An integrated simulation and optimization model for freeway work zones.

摘要

The main objective of this study was to develop and test a methodology for optimizing traffic control procedures at urban freeway work zones. To accomplish this goal, a microscopic traffic simulation and optimization model was developed. The integrated model has the capabilities of realistically representing the urban freeway setting (basic segments with/without lane closures and/or ramps), and of formally optimizing a prespecified traffic system performance measure. The model was thoroughly verified and subsequently validated against field data collected at several sites on the Chicago Area Expressway System. Predicted responses were statistically similar to those observed in the field. It was found from field measurements that the lane capacity at work zones (1900-2000 vph) is higher than that indicated in the literature. Formal optimization of system travel time and probability of stoppage in the closed lane (i.e., lane to be closed) was performed with the model, assuming various profiles of vehicle arrivals. The decision variables were the proportion of drivers in the closed lane(s) that must evacuate it (them) at various points upstream of the taper.
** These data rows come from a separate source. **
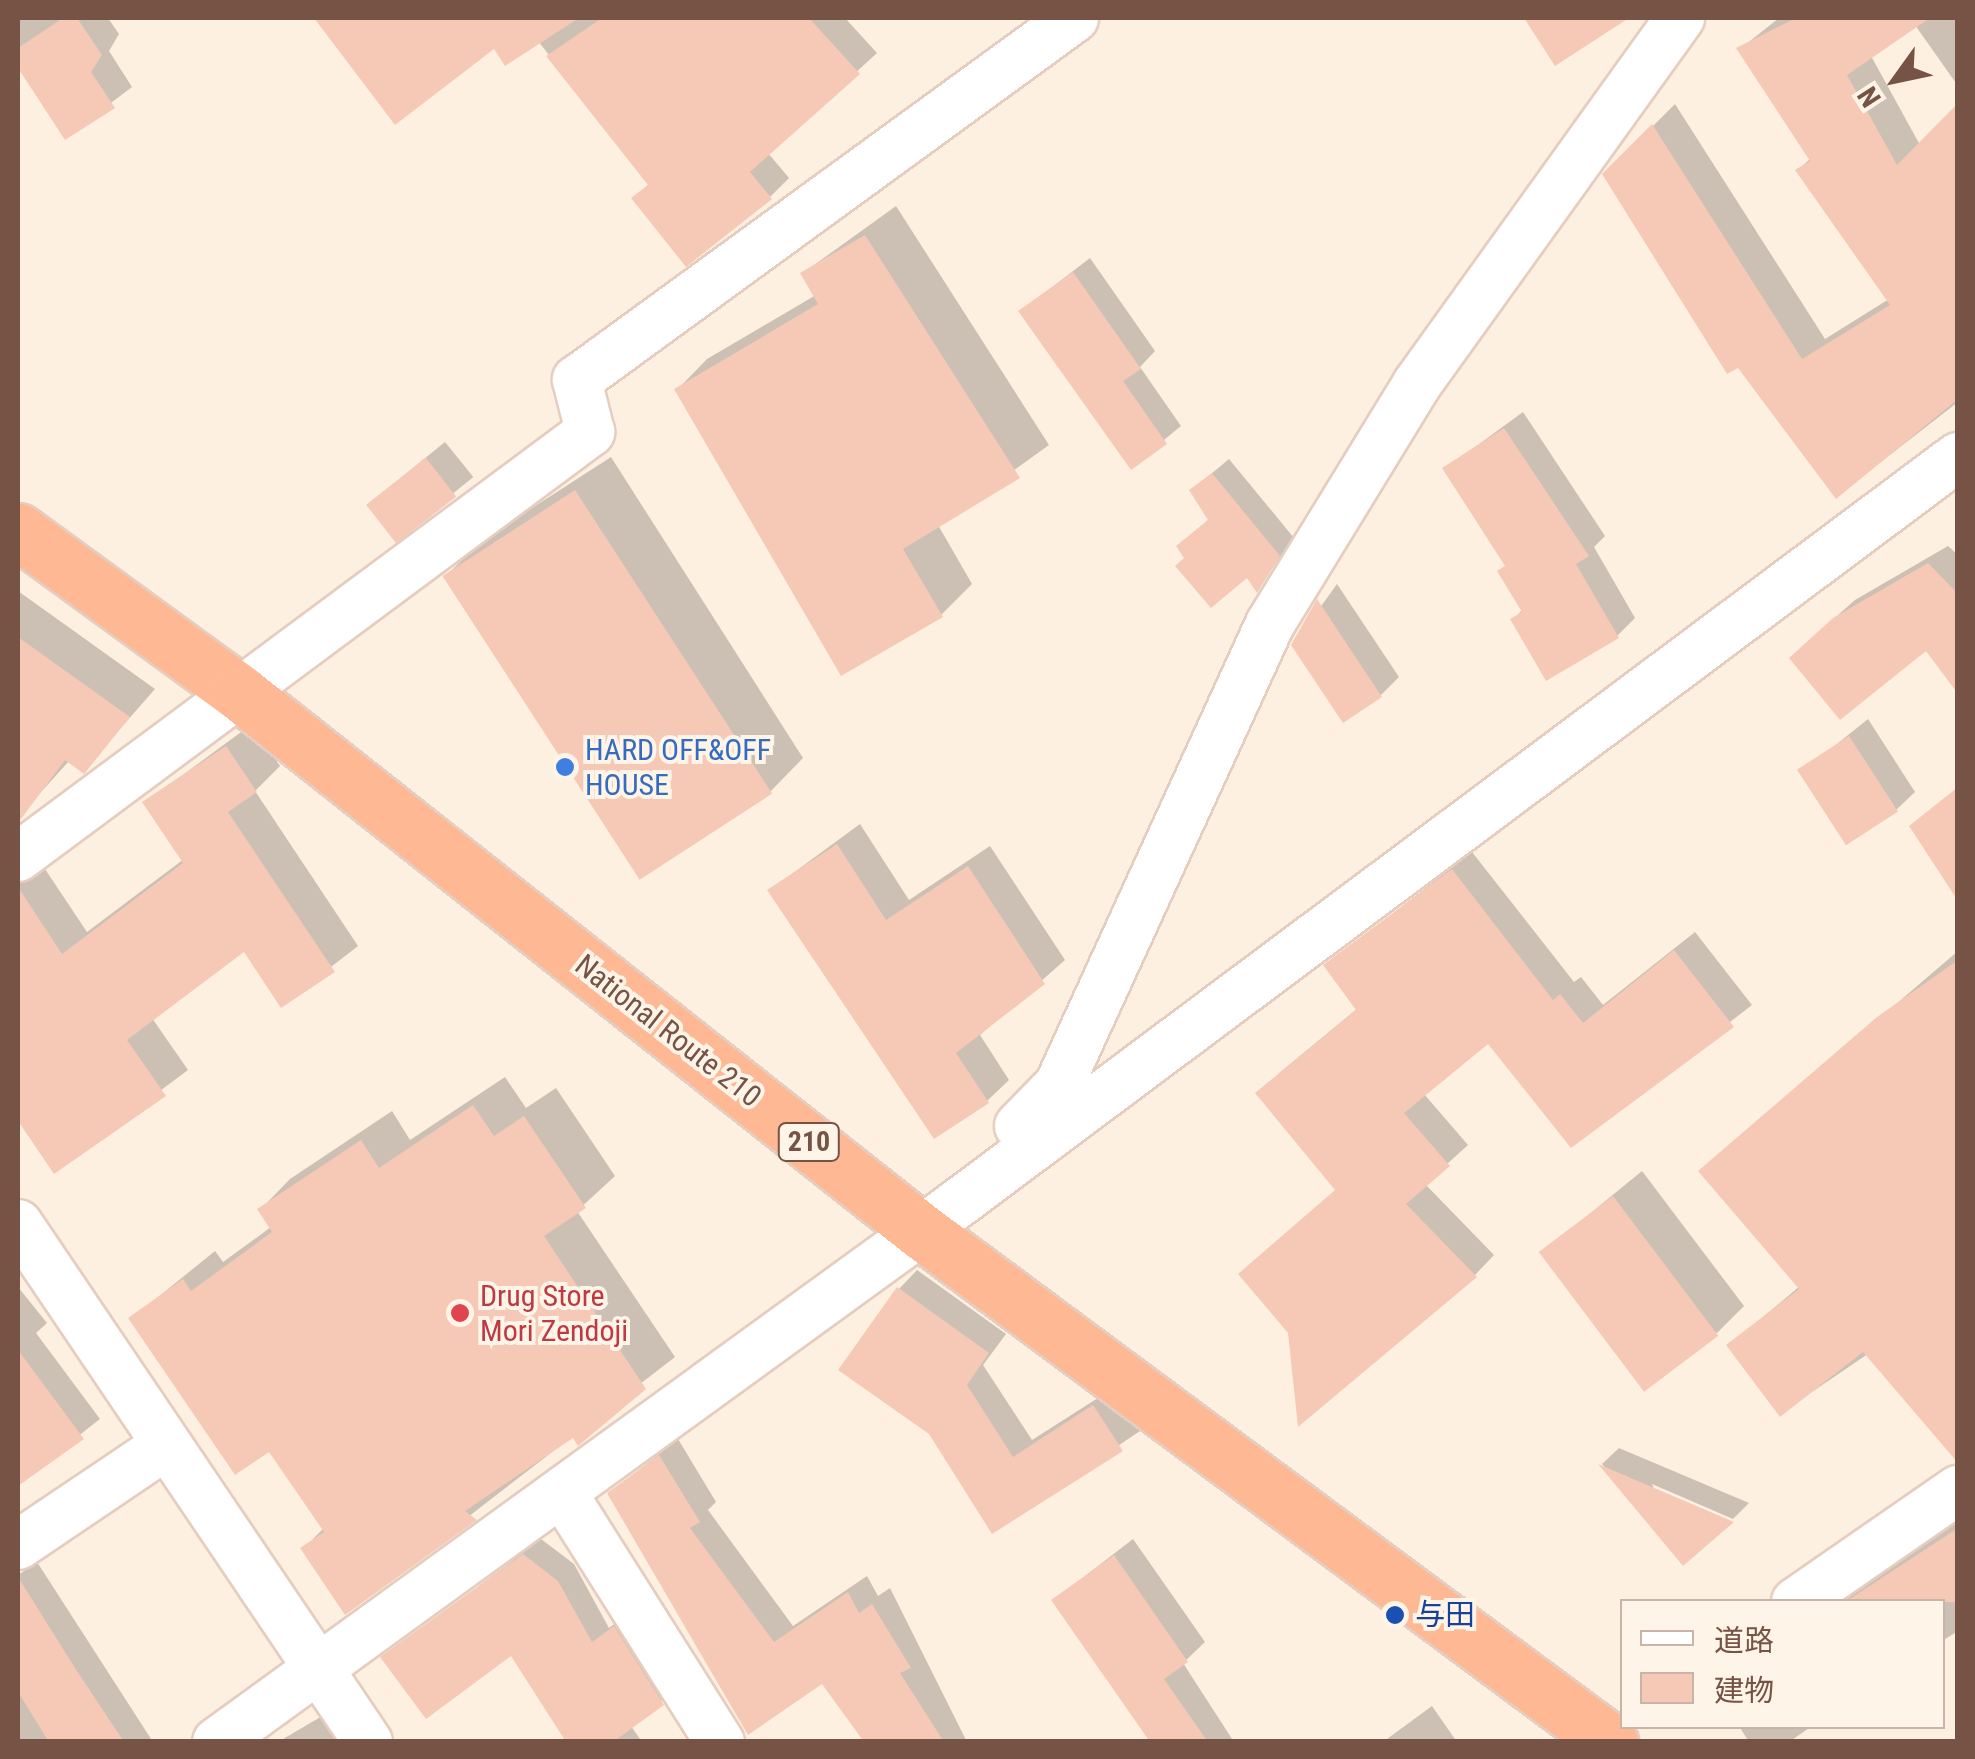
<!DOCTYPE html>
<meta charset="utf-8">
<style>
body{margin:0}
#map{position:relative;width:1975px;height:1759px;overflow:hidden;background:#fef0e0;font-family:"Roboto Condensed","Noto Sans JP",sans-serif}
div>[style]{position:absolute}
.shadow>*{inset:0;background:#0003;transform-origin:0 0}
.building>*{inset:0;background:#f5c9b6;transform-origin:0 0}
.roads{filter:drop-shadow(2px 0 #e5cdbf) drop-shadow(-2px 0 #e5cdbf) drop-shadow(0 2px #e5cdbf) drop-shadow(0 -2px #e5cdbf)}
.minor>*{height:48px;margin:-24px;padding:0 24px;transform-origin:24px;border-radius:24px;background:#fff}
.trunk>*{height:55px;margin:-27.5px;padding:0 27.5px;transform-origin:27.5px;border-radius:27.5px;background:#feb994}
.dots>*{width:28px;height:28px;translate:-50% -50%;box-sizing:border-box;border:5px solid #fff4e8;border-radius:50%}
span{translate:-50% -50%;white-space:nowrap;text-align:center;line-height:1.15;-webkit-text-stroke:8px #fff4e8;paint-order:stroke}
.shield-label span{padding:2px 8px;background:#fff4e8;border:2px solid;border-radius:8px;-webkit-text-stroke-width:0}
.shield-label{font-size:28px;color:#775346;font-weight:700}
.shop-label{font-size:30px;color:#366cbe}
.left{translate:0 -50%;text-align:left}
.street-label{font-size:30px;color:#775346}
.health-label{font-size:30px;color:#be3a42}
.transit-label{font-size:30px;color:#164399}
.frame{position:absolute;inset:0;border:20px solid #775346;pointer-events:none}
.legend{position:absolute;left:1620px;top:1599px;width:325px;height:130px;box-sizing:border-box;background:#fff4e8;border:2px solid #c9b4a7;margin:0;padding:12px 18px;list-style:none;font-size:30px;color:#775346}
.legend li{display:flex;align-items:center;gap:20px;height:50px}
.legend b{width:50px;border:2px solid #c9b4a7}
.north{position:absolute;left:1845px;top:30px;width:100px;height:100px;-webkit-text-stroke:8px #fff4e8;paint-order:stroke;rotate:237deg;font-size:28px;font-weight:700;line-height:40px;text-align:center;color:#775346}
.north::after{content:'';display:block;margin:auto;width:35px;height:45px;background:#775346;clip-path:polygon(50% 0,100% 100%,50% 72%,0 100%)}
</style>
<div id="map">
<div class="shadow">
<i style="clip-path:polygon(18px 18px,108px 18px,119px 34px,109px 51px,132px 87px,66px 137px,18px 64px)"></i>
<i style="clip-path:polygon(315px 18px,845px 18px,877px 53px,768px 153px,789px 178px,770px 197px,634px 198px,650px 183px,538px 41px,495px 45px,396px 121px)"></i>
<i style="clip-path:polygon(1779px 18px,1958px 18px,1958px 86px,1915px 25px,1871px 56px,1920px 145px,1958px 107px,1958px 402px,1837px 496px,1605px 174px,1675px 104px,1825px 339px,1889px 299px,1798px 170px,1811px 158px,1740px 49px)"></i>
<i style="clip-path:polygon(896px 206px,1049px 445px,938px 525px,972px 584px,941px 615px,677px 390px,707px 359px,816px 295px,803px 273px)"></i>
<i style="clip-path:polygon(1090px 258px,1155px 351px,1140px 367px,1181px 426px,1131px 467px,1021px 311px)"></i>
<i style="clip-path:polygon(1523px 412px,1605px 536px,1594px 547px,1635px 618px,1617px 636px,1513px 620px,1523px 609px,1507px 564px,1445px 469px)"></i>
<i style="left:445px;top:442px;width:45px;height:99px;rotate:51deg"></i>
<i style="clip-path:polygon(611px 457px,803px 758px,768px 794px,446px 576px,481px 541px)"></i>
<i style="clip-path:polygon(1229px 459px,1294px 538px,1257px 589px,1248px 575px,1186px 558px,1179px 547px,1210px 518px,1192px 490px)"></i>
<i style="clip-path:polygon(1948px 546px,1958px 555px,1958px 691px,1926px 647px,1811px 639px,1855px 600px)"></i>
<i style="clip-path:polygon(1337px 584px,1399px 677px,1381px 695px,1294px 644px)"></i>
<i style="clip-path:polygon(18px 591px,155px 689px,84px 770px,70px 760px,31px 803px,18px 793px)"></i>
<i style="clip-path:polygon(1868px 719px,1915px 792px,1896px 810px,1802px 772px)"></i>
<i style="clip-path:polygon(252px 724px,280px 766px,255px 791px,358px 946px,282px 1005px,244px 949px,152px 1018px,188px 1070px,54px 1170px,18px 1117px,25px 1083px,18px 1072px,18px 883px,43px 866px,87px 932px,184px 859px,146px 802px)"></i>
<i style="clip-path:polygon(860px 824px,909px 900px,990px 846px,1065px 960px,980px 1035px,1009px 1080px,987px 1101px,770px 890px)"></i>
<i style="clip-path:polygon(1472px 852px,1574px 982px,1581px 977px,1603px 1005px,1695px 932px,1752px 1005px,1571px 1145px,1489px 1040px,1424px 1094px,1468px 1145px,1425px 1184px,1494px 1255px,1475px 1275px,1337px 1189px,1278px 1074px,1358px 1008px,1327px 965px)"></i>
<i style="clip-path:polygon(1958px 951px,1958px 1398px,1906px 1328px,1781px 1413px,1730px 1345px,1800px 1286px,1701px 1171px)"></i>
<i style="clip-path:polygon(505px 1077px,526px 1108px,556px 1088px,615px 1176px,577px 1211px,675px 1357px,345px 1612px,303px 1549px,324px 1528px,269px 1449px,131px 1319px,215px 1251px,223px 1262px,271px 1227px,260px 1210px,290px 1179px,392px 1111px,410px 1140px)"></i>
<i style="clip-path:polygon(1642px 1171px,1744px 1306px,1717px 1333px,1543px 1252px)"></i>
<i style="clip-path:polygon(917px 1270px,1006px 1334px,983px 1365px,1032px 1440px,1112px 1389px,1140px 1431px,993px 1530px,899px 1289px)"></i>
<i style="clip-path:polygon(18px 1287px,47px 1323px,36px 1333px,100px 1419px,18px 1483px)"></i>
<i style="clip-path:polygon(678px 1439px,716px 1502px,708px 1510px,793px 1626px,867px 1576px,878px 1596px,890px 1588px,967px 1742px,867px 1742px,823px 1680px,748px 1732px,610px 1493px)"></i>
<i style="clip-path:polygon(1619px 1448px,1749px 1503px,1733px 1519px,1652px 1484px,1683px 1562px,1602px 1464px)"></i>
<i style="clip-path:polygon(1958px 1521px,1958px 1631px,1942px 1641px,1942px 1602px,1835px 1602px)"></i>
<i style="clip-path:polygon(541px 1539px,574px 1564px,609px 1628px,632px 1611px,679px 1686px,631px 1726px,642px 1742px,570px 1742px,511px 1652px,384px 1658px)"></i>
<i style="clip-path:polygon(1133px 1539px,1205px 1642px,1183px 1663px,1234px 1742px,1153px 1742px,1054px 1600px)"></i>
<i style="clip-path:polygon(37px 1562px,153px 1742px,18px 1742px,18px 1575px)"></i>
<i style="clip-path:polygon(1432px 1706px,1457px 1742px,1385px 1742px,1387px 1739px)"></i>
<i style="clip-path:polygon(329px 1712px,348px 1742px,278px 1742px)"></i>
<i style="clip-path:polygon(1739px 1726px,1812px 1726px,1789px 1742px,1749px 1742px)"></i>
</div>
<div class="building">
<i style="clip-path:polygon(63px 18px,77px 18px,102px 55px,91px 72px,115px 108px,65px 140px,18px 68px,18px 48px)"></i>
<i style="clip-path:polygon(314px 18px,579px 18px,505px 66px,494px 49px,395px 125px)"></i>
<i style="clip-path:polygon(602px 18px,809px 18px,860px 74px,750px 172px,772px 199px,686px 267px,631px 198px,648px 185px,546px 56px)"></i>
<i style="clip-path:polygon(1524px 18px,1629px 18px,1555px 66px)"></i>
<i style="clip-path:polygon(1796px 18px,1930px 18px,1847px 75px,1897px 165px,1958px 103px,1958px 399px,1836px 499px,1738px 368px,1727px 374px,1602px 174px,1652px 124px,1802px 359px,1890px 305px,1795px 170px,1810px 161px,1736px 48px)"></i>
<i style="clip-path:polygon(865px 235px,1020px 478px,903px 549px,943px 617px,841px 676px,674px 389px,818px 304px,800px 273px)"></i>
<i style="clip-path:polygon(1073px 272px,1141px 369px,1123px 381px,1167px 444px,1131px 470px,1018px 311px)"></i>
<i style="clip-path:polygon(1504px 428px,1589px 556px,1576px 564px,1619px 638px,1546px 681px,1510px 619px,1522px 612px,1497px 571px,1505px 566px,1442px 468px)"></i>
<i style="left:426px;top:458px;width:49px;height:76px;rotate:52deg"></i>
<i style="clip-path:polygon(1212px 473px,1280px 556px,1257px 593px,1247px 578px,1211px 608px,1175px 566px,1184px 558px,1176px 546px,1208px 520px,1189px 490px)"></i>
<i style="left:575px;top:490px;width:362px;height:158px;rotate:57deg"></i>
<i style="clip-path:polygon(1928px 563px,1958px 594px,1958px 694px,1926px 651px,1840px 720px,1789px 658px,1833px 618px)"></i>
<i style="clip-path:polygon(1317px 599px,1382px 697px,1343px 723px,1291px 645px)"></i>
<i style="clip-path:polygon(18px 637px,130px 717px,84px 774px,65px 760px,18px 823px)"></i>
<i style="left:1849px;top:736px;width:90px;height:62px;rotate:57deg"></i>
<i style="clip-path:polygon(226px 746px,257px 792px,228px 812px,335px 972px,281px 1008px,244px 952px,127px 1040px,166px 1096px,54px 1174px,18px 1121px,18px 887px,62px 954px,183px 863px,142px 802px)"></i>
<i style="clip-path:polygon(1958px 787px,1958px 901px,1909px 826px)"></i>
<i style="clip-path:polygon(837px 844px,886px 920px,968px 866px,1045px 984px,956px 1053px,989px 1103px,934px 1139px,767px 890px)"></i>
<i style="clip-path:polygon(1452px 869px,1553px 1000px,1560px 994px,1583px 1023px,1674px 950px,1734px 1027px,1571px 1148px,1488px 1044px,1404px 1113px,1450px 1166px,1406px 1204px,1477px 1277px,1298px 1427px,1288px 1333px,1238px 1274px,1335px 1190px,1255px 1093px,1356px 1010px,1323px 965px)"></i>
<i style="clip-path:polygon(1958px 960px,1958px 1463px,1863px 1352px,1780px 1417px,1726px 1345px,1799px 1289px,1698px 1171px,1877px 1017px)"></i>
<i style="clip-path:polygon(473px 1105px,494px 1136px,524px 1116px,586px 1208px,544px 1236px,646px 1389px,578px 1446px,573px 1438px,465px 1511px,477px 1520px,345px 1615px,300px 1548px,324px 1532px,269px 1452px,235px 1475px,128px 1318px,183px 1279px,191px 1291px,272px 1232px,257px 1209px,361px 1140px,379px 1168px)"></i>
<i style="left:1613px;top:1196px;width:175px;height:93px;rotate:53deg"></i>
<i style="clip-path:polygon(897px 1287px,989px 1353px,967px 1385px,1013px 1457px,1093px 1405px,1123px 1451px,992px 1534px,929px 1434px,838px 1370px)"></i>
<i style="clip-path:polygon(18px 1350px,84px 1439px,18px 1486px)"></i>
<i style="clip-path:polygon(659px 1455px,700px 1522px,690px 1528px,774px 1642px,848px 1592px,859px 1613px,872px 1604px,911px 1668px,900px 1673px,944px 1742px,864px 1742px,822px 1684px,748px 1735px,607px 1493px)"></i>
<i style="clip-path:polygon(1598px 1464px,1734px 1522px,1683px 1566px)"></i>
<i style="clip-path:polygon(1958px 1528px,1958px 1602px,1845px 1602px)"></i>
<i style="clip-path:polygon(523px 1554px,558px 1581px,592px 1642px,614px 1626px,664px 1705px,613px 1742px,566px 1742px,511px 1656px,426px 1719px,380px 1657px)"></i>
<i style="clip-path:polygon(1114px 1555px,1188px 1662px,1164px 1679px,1208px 1742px,1150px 1742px,1051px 1600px)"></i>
<i style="clip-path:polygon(18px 1577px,75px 1668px,124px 1742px,49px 1742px,18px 1692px)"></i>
</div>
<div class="roads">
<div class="minor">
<i style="left:18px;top:857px;width:713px;rotate:-36.61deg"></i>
<i style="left:590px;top:432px;width:54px;rotate:-104deg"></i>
<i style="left:577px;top:380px;width:615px;rotate:-36.07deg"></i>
<i style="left:1019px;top:1126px;width:57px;rotate:-45.7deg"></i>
<i style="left:1059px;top:1085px;width:507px;rotate:-65.41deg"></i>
<i style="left:1270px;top:624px;width:281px;rotate:-58.5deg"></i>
<i style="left:1417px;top:384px;width:451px;rotate:-54.3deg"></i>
<i style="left:18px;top:1224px;width:625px;rotate:55.95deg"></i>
<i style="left:563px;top:1494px;width:294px;rotate:57.7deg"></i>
<i style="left:18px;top:1545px;width:179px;rotate:-34deg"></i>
<i style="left:1796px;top:1602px;width:197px;rotate:-34.7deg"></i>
<i style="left:217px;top:1742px;width:870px;rotate:-35.97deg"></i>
<i style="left:921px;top:1231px;width:1294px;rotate:-36.74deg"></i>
</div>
<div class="trunk">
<i style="left:18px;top:531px;width:275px;rotate:36.1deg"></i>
<i style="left:240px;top:693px;width:868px;rotate:38.31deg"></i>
<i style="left:921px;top:1231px;width:858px;rotate:36.56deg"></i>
</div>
</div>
<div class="dots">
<i style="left:565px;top:767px;background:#3f7fe0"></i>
<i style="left:460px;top:1313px;background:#e0444e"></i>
<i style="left:1395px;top:1615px;background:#1a4fb4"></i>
</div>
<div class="shield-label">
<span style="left:809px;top:1142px">210</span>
</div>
<div class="shop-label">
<span class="left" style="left:585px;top:767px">HARD OFF&amp;OFF<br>HOUSE</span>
</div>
<div class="street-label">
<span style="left:668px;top:1031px;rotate:38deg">National Route 210</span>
</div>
<div class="health-label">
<span class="left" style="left:480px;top:1313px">Drug Store<br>Mori Zendoji</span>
</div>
<div class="transit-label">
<span class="left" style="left:1415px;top:1615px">与田</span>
</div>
<div class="frame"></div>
<ul class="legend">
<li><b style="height:12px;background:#fff"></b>道路</li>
<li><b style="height:28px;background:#f5c9b6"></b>建物</li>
</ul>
<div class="north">N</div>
</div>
The general findings from the study indicated that the optimum merge execution points were uniformly distributed upstream of the construction taper. In other words, while the merge attempt distributions may vary, the merge completion distributions are virtually identical. The study also showed that the optimum merge pattern results in 20% of closed lane traffic completing their merges in the taper area. Regarding the arrival pattern, it was concluded that system performance with cyclic arrivals was generally inferior to that with uniform arrivals, although the differences diminished as volumes decreased. Furthermore, results indicated that average travel time, probability of stoppage and speed gradient can be used interchangeably to optimize system performance in terms of their effect on delays and safety. Finally, the model may be used to investigate macroscopic system behavior on the basis of its microscopic components.